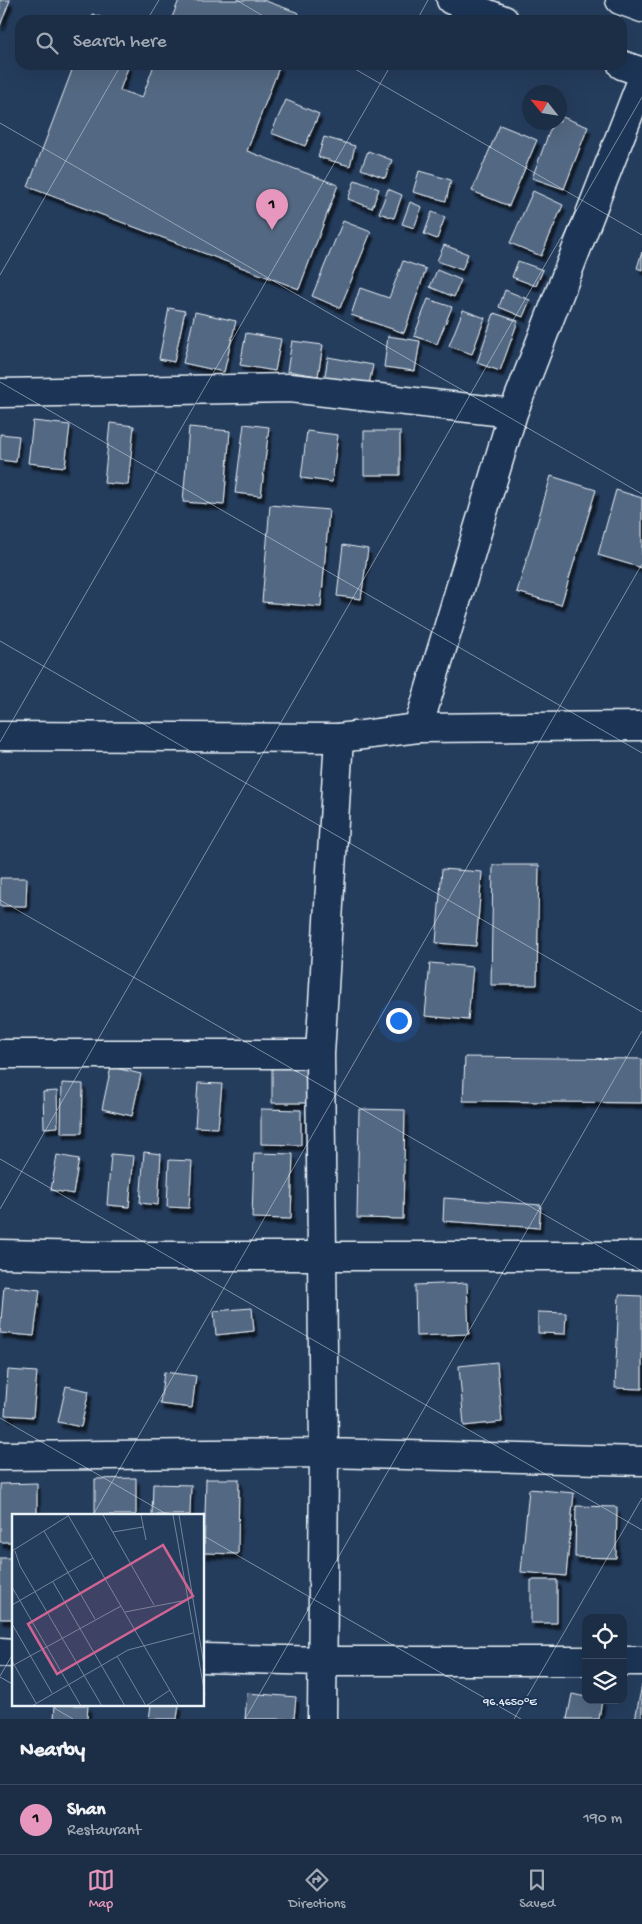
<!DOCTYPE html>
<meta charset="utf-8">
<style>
body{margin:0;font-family:"Gochi Hand",sans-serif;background:#293a51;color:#f1f3f6}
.controls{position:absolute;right:15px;bottom:15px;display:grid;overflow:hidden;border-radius:10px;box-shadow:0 5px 20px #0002}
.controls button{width:45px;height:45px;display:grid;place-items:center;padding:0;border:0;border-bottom:1px solid #3a4a5f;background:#1c2e46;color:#f1f3f6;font:25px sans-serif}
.compass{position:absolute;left:522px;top:85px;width:45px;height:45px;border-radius:50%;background:#1c2e46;box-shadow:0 5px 20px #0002;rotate:300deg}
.you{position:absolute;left:398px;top:1020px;width:18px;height:18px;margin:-12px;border:4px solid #fff;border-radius:50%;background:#1a73e8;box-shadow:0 0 0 8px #1a73e833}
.badge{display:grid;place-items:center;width:32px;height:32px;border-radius:50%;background:#e797bd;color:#111;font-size:16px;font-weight:700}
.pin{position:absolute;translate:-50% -41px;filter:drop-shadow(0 1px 2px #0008)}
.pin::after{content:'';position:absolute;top:26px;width:18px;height:15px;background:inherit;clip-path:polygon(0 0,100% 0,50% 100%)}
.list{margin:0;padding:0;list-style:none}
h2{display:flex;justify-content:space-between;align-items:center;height:65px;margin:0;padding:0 20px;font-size:21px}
h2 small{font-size:16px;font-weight:400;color:#a0a8b3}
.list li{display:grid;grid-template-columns:32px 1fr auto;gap:15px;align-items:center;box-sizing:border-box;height:70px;padding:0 20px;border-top:1px solid #3a4a5f}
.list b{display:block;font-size:19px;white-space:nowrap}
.list p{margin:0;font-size:16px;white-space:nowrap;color:#a0a8b3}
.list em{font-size:16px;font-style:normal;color:#a0a8b3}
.icon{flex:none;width:28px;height:28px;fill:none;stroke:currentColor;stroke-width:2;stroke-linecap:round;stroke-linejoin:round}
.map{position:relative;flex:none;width:642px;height:1719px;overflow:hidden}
.search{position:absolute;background:#1c2e46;box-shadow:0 5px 20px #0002;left:15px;right:15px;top:15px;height:55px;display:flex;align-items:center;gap:12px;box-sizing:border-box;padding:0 18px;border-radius:15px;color:#a0a8b3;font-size:19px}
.sheet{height:135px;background:#1c2e46}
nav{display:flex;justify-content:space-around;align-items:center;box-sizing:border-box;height:70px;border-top:1px solid #3a4a5f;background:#1c2e46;font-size:14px;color:#a0a8b3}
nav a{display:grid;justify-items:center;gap:2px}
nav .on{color:#e797bd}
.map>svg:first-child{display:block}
.building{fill:#536782;stroke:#e8f1f8;filter:url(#shadow)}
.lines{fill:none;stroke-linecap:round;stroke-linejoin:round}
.minor-casing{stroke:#e8f1f8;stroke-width:31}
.secondary-casing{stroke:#e8f1f8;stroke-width:31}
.trunk-casing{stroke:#e8f1f8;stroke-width:31}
.minor{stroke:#1d3557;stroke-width:28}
.secondary{stroke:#1d3557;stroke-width:28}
.trunk{stroke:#1d3557;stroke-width:28}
.ticks{fill:none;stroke:#e8f1f8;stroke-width:1;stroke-opacity:0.45}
.inset-road{fill:none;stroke:#73859b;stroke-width:1}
.view{fill:#cf6492;fill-opacity:0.15;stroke:#cf6492;stroke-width:2.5}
.inset-edge{fill:none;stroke:#e8f1f8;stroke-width:2.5}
.ticks-label{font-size:12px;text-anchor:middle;fill:#e8f1f8;stroke:#1d3557;stroke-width:4;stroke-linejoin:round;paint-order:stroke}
</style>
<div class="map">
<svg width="642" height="1719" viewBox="0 0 642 1719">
<defs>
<filter id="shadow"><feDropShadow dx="3" dy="5.5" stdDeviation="1" flood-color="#0009"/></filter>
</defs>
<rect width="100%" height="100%" fill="#253d5d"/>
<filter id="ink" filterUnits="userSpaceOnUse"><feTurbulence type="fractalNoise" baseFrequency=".02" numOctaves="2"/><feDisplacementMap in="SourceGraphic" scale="10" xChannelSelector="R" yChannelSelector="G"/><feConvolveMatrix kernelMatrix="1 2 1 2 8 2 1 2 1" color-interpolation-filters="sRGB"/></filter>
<g filter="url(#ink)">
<!-- building -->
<path class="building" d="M 0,0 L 10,0 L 0,26 Z
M 179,0 L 263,0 L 299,13 L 297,20 L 171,20 Z
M 93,14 L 108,20 L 91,20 Z
M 74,65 L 129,65 L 120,90 L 142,98 L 154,65 L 280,65 L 247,151 L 338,185 L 299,289 L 28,187 Z
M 286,100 L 319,114 L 305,146 L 271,133 Z
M 560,116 L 588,127 L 564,189 L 532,178 L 553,122 L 560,122 Z
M 500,125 L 537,140 L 509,206 L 472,191 Z
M 324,137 L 355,146 L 350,166 L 318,157 Z
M 368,151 L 392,160 L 385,178 L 361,169 Z
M 419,171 L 451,180 L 446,201 L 413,192 Z
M 355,180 L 379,189 L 372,208 L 348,199 Z
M 388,189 L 402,195 L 394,218 L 379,213 Z
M 533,191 L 563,205 L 541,256 L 510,243 Z
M 410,202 L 422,207 L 414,228 L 402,224 Z
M 432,212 L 445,217 L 437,239 L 424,234 Z
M 343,221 L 371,232 L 340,308 L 312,296 Z
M 444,245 L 468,254 L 462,270 L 437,261 Z
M 642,252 L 642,270 L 637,268 Z
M 403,261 L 426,269 L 404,333 L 351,315 L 360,288 L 389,298 Z
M 518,261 L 543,270 L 536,286 L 512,277 Z
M 437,270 L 461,280 L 454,297 L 430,287 Z
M 505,290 L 530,300 L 523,317 L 499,307 Z
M 428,299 L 452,307 L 437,344 L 414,336 Z
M 169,308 L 185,311 L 174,362 L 159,359 Z
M 463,310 L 485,318 L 472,354 L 449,346 Z
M 195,312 L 236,321 L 224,372 L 183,363 Z
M 494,313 L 518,321 L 500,371 L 477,363 Z
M 246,333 L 281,339 L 275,371 L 240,365 Z
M 388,336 L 420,341 L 415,371 L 384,367 Z
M 292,341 L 323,345 L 318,376 L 287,371 Z
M 328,357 L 373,365 L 368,389 L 324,381 Z
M 33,421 L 70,425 L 65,467 L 28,463 Z
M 110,423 L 134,426 L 128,485 L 104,483 Z
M 244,424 L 269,427 L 261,496 L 235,493 Z
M 189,427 L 230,431 L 224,505 L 183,502 Z
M 307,431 L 338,435 L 332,482 L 301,478 Z
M 364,431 L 400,431 L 400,475 L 364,475 Z
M 0,434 L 19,436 L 16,462 L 0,460 Z
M 551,476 L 596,490 L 561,605 L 517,592 Z
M 616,490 L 642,498 L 642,568 L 598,555 Z
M 270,505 L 329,510 L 321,607 L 262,602 Z
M 343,545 L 368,549 L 361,599 L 337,596 Z
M 493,865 L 539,865 L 537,985 L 491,985 Z
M 442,869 L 482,872 L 476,946 L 436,943 Z
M 0,878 L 27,878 L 26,906 L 0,906 Z
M 430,963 L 473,967 L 468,1020 L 425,1016 Z
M 465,1057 L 642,1059 L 642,1103 L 463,1101 Z
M 272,1066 L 306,1066 L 306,1103 L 272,1103 Z
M 111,1067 L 141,1074 L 132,1116 L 102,1109 Z
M 62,1083 L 83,1084 L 82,1133 L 61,1133 Z
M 198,1083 L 222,1084 L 218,1128 L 195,1127 Z
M 57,1091 L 58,1127 L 44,1128 L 43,1092 Z
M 261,1109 L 301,1110 L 301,1145 L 261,1144 Z
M 359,1109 L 405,1110 L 403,1219 L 357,1218 Z
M 144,1152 L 161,1154 L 158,1205 L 140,1203 Z
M 254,1153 L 293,1154 L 291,1219 L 252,1218 Z
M 111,1154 L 134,1156 L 129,1207 L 107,1205 Z
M 57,1155 L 79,1159 L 73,1194 L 51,1190 Z
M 169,1160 L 192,1161 L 189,1208 L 167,1207 Z
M 444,1198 L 541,1205 L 539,1228 L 443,1221 Z
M 467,1283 L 469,1334 L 416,1336 L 415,1285 Z
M 4,1286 L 40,1290 L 34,1336 L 0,1333 Z
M 619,1295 L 642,1296 L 642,1389 L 615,1388 Z
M 252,1308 L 254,1331 L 216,1335 L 214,1311 Z
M 538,1312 L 566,1313 L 565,1334 L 538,1333 Z
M 497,1362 L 502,1422 L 464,1426 L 459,1366 Z
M 8,1370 L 37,1372 L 33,1417 L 5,1415 Z
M 164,1372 L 196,1376 L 192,1408 L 160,1404 Z
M 66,1386 L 89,1391 L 81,1427 L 58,1422 Z
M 136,1478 L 136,1515 L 95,1515 L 95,1479 Z
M 206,1479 L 239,1479 L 238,1554 L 204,1553 Z
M 37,1483 L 37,1515 L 14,1515 L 14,1542 L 0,1542 L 0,1484 Z
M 153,1484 L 191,1485 L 190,1515 L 152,1515 Z
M 529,1489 L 574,1493 L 566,1576 L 521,1572 Z
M 576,1506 L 617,1507 L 616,1558 L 575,1557 Z
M 0,1558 L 14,1558 L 14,1619 L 0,1619 Z
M 531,1580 L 557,1580 L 557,1623 L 531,1623 Z
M 642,1685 L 642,1719 L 635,1719 Z
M 247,1693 L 296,1697 L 294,1719 L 245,1719 Z
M 572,1694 L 586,1697 L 586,1700 L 602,1700 L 599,1719 L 567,1719 Z
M 55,1705 L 88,1705 L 87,1719 L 54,1719 Z
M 151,1705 L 179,1705 L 177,1719 L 149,1719 Z"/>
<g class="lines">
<!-- minor casing -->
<g class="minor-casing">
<path id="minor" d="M 0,393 L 290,388 L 513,413
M 418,728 L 513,413 L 642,80
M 0,1054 L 320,1054
M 0,1254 L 91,1256 L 642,1256
M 0,1456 L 324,1453 L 642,1461
M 0,1652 L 14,1653
M 204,1658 L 322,1661 L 586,1661
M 623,1661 L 642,1661
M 322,1719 L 324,1453 L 320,1054 L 339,738"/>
</g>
<!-- secondary casing -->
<g class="secondary-casing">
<path id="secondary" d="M 0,736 L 339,738 L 418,728 L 642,726"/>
</g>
<!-- trunk casing -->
<g class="trunk-casing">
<path id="trunk" d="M 451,0 L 504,20
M 620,0 L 642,8
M 622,65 L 642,72"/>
</g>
<!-- minor -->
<use href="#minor" class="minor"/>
<!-- secondary -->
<use href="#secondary" class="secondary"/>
<!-- trunk -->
<use href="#trunk" class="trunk"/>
</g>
</g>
<!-- ticks -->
<path class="ticks" d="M 236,0 L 270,20M 147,20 L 159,0M 417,20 L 428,0M 348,65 L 642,235M 0,123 L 642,494M 0,275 L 121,65M 0,382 L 642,753M 0,641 L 642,1012M 0,742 L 391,65M 0,900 L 642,1271M 0,1159 L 642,1530M 0,1209 L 642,97M 0,1418 L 168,1515M 93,1515 L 642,564M 204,1536 L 521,1719M 0,1676 L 14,1652M 0,1677 L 14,1685M 49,1705 L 73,1719M 245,1719 L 642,1031M 514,1719 L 642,1498"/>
<!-- overview -->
<g transform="translate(12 1514)">
<rect width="192" height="192" fill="#253d5d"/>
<path class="inset-road" d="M 56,1 L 167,192M 91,1 L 142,91M 129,1 L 134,26M 161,1 L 193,181M 167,1 L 193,157M 32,17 L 83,105M 101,18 L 131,13M 0,37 L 56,2M 3,37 L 8,52 L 90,192M 41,68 L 113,192M 0,73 L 69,192M 0,91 L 81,44M 113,98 L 175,86M 0,110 L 40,179M 105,142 L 134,192M 0,147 L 24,189M 0,152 L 109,92M 20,192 L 116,136 L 181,119M 134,192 L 158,176"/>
<path class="view" d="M 151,31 L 181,82 L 45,160 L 16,110 Z"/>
<rect width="192" height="192" class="inset-edge"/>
</g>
<g class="ticks-label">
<text x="510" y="1705">96.4650°E</text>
</g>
</svg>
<div class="controls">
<button><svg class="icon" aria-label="locate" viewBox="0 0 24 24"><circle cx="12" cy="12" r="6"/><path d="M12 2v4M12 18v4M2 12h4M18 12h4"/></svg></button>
<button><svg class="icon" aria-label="layers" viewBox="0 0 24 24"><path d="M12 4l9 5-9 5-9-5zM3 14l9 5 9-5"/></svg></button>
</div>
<svg class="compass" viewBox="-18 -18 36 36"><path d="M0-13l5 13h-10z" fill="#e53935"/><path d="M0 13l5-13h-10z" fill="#a0a8b3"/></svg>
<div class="you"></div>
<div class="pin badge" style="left:272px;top:230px">1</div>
<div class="search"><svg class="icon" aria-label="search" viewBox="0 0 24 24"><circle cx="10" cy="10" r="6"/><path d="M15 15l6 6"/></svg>Search here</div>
</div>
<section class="sheet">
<h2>Nearby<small></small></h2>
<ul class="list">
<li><span class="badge">1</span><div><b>Shan</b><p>Restaurant</p></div><em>190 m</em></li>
</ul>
</section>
<nav>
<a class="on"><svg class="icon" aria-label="map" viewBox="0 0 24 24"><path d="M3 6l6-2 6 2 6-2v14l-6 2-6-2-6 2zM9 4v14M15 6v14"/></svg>Map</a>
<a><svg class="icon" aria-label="directions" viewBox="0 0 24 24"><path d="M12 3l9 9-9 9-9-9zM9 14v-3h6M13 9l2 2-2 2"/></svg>Directions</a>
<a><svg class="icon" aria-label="saved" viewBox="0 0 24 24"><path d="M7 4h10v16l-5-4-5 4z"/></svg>Saved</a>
</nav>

# Task to complete:
Copy all lines from the material that hold "compass".

# Result of the exercise:
.compass{position:absolute;left:522px;top:85px;width:45px;height:45px;border-radius:50%;background:#1c2e46;box-shadow:0 5px 20px #0002;rotate:300deg}
<svg class="compass" viewBox="-18 -18 36 36"><path d="M0-13l5 13h-10z" fill="#e53935"/><path d="M0 13l5-13h-10z" fill="#a0a8b3"/></svg>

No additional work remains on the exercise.